Il y a une vingtaine d’années, dans le milieu des urbanistes, un concept nouveau fit fureur : celui de ville de l’hyper-choix.

Accompagnant le développement apparemment irrésistible de l’étalement urbain diffus baptisé ville émergente, il en venait à faire l’apologie de ce phénomène controversé, sous couvert d’en livrer l’explication.

Ainsi, l’analyse sociologique sous-tendant cette découverte mettait en exergue des enquêtes où, parmi d’autres réponses, une Brestoise habitant dans un lotissement périphérique expliquait qu’elle achetait son pain dans une boulangerie éloignée de son domicile parce qu’elle le trouvait meilleur que celui de son quartier, consultait son médecin (en qui elle avait confiance, disait-elle) à l’autre bout de la ville, son dentiste dans un autre village de l’agglomération, visitait ses meilleurs amis habitant un port excentré où se trouvait aussi son restaurant préféré, etc. – le tout dessinant une carte de ses fréquentations, de ses déplacements et de sa ville au bout du compte, fondée, non sur la contrainte imposée par la proximité, mais sur le système de ses propres choix, autant dire sur un hyper-choix rendu possible par le réseau routier connectant les fragments urbains épars autour du centre-ville.

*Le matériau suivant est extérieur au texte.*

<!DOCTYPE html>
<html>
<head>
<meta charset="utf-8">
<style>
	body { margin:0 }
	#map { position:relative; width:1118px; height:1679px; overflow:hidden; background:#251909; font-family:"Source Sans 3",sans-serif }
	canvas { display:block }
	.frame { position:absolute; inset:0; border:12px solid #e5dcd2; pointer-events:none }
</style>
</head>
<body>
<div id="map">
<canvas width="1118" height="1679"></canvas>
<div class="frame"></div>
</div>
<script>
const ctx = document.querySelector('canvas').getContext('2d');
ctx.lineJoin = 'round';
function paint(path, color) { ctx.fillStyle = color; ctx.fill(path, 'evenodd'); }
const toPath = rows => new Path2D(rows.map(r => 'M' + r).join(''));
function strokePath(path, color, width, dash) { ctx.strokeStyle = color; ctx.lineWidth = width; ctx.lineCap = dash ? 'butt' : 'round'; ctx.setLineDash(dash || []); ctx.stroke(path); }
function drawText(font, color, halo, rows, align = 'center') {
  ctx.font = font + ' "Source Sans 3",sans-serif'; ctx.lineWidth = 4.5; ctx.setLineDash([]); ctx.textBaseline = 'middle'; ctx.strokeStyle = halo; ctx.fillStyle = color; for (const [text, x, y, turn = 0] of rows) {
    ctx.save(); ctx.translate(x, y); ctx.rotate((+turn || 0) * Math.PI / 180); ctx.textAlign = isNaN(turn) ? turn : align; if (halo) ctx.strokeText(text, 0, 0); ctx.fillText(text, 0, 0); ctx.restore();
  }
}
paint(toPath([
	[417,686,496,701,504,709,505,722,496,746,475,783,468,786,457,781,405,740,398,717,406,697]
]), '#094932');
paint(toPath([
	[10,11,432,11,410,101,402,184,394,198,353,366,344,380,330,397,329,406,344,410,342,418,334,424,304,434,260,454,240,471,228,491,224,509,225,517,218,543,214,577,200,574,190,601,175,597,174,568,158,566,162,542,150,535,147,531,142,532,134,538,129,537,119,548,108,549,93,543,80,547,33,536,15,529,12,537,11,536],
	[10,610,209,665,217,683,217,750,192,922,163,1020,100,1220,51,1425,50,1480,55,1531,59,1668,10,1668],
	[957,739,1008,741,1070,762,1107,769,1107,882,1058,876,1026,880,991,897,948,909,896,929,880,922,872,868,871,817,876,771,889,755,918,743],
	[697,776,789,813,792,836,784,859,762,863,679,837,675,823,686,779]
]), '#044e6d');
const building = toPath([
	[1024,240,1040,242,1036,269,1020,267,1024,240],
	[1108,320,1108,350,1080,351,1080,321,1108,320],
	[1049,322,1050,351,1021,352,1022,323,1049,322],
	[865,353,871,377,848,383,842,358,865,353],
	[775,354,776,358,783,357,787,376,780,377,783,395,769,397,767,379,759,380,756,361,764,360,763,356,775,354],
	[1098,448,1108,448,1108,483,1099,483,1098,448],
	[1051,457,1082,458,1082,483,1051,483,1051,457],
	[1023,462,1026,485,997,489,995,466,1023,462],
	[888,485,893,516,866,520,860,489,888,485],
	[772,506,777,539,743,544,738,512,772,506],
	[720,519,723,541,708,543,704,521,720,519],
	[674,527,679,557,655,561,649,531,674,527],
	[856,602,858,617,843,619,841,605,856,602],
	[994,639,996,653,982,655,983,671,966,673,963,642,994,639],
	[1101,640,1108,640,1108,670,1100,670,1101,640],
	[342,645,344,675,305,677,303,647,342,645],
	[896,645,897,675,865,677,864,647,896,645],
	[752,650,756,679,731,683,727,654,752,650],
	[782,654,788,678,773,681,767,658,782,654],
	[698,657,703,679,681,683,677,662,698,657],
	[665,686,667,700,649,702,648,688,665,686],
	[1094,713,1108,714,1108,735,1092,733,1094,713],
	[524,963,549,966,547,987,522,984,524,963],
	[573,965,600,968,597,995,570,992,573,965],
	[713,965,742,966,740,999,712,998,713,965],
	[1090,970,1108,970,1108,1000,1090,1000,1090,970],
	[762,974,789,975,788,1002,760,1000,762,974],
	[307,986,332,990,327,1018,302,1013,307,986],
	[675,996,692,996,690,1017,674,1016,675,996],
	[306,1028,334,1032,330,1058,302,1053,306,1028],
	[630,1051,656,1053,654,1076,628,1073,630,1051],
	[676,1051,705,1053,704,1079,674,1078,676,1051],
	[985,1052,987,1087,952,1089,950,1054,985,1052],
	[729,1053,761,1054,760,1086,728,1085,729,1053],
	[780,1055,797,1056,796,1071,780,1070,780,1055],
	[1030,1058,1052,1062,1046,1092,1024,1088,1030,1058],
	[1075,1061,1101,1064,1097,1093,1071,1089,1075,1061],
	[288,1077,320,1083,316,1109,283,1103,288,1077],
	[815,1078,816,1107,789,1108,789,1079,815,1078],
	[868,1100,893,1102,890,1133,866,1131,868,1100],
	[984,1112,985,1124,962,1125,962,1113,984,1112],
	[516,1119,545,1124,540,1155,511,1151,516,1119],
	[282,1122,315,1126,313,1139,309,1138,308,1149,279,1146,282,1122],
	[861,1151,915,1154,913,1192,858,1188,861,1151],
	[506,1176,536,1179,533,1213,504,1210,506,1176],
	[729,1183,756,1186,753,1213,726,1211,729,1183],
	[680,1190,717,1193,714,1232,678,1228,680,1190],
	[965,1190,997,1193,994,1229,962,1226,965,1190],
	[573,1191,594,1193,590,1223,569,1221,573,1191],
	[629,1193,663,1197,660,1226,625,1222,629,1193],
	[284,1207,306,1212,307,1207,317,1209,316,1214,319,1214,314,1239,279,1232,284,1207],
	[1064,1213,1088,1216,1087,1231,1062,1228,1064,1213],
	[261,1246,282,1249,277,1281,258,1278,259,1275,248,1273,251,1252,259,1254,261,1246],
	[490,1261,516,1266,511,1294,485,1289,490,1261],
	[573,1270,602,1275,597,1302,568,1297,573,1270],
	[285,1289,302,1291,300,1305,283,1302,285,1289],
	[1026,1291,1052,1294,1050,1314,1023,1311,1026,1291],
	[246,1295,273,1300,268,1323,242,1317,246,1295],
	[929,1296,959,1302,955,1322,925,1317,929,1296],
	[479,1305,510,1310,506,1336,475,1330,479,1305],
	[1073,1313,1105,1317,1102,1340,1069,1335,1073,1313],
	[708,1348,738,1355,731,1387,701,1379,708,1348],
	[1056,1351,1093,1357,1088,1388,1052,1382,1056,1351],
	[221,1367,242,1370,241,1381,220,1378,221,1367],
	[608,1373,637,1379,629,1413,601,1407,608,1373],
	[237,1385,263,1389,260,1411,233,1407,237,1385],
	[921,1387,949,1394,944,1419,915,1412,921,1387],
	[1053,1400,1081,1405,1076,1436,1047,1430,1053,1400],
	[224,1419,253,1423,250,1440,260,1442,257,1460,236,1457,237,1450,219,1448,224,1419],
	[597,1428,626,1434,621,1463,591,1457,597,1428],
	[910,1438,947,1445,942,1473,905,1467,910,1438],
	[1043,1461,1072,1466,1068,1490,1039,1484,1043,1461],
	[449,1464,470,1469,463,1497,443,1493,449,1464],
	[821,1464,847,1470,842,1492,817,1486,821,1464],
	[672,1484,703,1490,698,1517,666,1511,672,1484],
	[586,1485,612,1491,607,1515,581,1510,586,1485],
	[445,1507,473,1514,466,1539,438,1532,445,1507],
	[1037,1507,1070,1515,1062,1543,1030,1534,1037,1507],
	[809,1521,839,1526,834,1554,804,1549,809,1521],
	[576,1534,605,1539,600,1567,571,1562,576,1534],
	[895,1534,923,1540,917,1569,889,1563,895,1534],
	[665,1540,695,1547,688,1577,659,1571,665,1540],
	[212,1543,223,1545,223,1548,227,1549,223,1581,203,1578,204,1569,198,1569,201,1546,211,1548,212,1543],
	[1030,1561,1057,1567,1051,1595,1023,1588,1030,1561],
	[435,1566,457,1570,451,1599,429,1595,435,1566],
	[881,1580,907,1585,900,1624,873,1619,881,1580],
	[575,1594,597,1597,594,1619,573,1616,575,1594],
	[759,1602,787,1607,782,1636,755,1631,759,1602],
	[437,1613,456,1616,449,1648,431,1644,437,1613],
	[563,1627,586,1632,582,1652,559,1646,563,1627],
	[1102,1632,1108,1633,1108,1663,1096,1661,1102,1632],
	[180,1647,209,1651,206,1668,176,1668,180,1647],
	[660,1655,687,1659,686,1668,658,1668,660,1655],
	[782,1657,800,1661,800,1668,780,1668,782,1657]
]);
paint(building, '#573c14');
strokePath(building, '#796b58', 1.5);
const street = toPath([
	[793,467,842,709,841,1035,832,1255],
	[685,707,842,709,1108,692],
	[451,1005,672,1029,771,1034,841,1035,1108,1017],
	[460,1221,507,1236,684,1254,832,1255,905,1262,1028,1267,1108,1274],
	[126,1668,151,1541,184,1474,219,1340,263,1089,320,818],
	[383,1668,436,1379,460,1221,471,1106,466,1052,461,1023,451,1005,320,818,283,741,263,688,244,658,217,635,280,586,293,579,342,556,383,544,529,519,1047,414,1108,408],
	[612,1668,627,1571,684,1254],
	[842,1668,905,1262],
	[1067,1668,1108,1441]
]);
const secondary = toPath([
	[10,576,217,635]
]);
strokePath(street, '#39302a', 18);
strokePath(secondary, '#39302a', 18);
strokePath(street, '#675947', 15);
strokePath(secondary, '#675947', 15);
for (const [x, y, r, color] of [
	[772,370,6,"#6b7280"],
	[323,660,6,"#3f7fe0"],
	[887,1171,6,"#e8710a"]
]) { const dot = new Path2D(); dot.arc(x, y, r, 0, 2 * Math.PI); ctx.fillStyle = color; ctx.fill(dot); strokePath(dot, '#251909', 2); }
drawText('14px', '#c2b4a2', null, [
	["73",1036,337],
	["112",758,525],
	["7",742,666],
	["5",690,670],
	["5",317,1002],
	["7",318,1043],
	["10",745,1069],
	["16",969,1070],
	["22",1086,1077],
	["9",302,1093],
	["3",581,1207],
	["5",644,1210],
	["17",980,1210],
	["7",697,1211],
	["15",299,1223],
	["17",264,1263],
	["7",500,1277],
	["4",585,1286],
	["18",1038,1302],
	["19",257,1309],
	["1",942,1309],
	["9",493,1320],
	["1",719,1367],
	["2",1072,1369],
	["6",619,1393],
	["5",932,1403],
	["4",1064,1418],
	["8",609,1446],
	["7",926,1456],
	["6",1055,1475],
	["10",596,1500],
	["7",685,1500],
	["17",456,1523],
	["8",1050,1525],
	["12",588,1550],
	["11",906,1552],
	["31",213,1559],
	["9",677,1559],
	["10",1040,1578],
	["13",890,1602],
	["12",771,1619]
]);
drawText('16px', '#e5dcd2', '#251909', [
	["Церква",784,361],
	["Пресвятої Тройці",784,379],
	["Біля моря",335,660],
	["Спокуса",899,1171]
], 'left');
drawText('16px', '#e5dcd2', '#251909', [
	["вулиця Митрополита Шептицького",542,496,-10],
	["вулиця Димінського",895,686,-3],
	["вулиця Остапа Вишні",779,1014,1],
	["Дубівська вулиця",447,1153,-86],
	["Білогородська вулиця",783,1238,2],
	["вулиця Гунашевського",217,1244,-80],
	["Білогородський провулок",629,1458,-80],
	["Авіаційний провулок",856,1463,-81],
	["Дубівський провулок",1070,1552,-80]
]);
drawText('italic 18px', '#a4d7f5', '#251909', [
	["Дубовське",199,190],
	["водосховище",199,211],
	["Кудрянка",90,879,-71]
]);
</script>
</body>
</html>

Cette thèse justifiant une tendance lourde de l’époque, en se soumettant au fameux aphorisme hégélien selon lequel « tout ce qui est réel est rationnel », avait une fonction idéologique : celle de ringardiser, au nom de l’autorité des sciences humaines, les « vieilles idées » soixante-huitardes voyant dans la « ville compacte » (celle fondée sur la rue, l’îlot – fermé ou ouvert -, la place, le jardin) un modèle à remettre en faveur contre ses contempteurs « modernes » partisans, les uns de la Charte d’Athènes, les autres de la ville usonienne selon Frank Lloyd Wright.

A ceci près que, ce faisant, elle faisait bon marché, au nom de la liberté de choix d’un citadin réduit au pur consommateur, de contraintes autrement moins anodines, individuelles et collectives, supportées par tous. Soit, au premier chef, l’asservissement à la voiture que l’aveuglement de cette Brestoise et celui – autrement plus coupable, parce que délibéré, de ces urbanistes soucieux de poser aux novateurs paradoxaux – devant les crises énergétique et environnementale a rendu depuis insupportable.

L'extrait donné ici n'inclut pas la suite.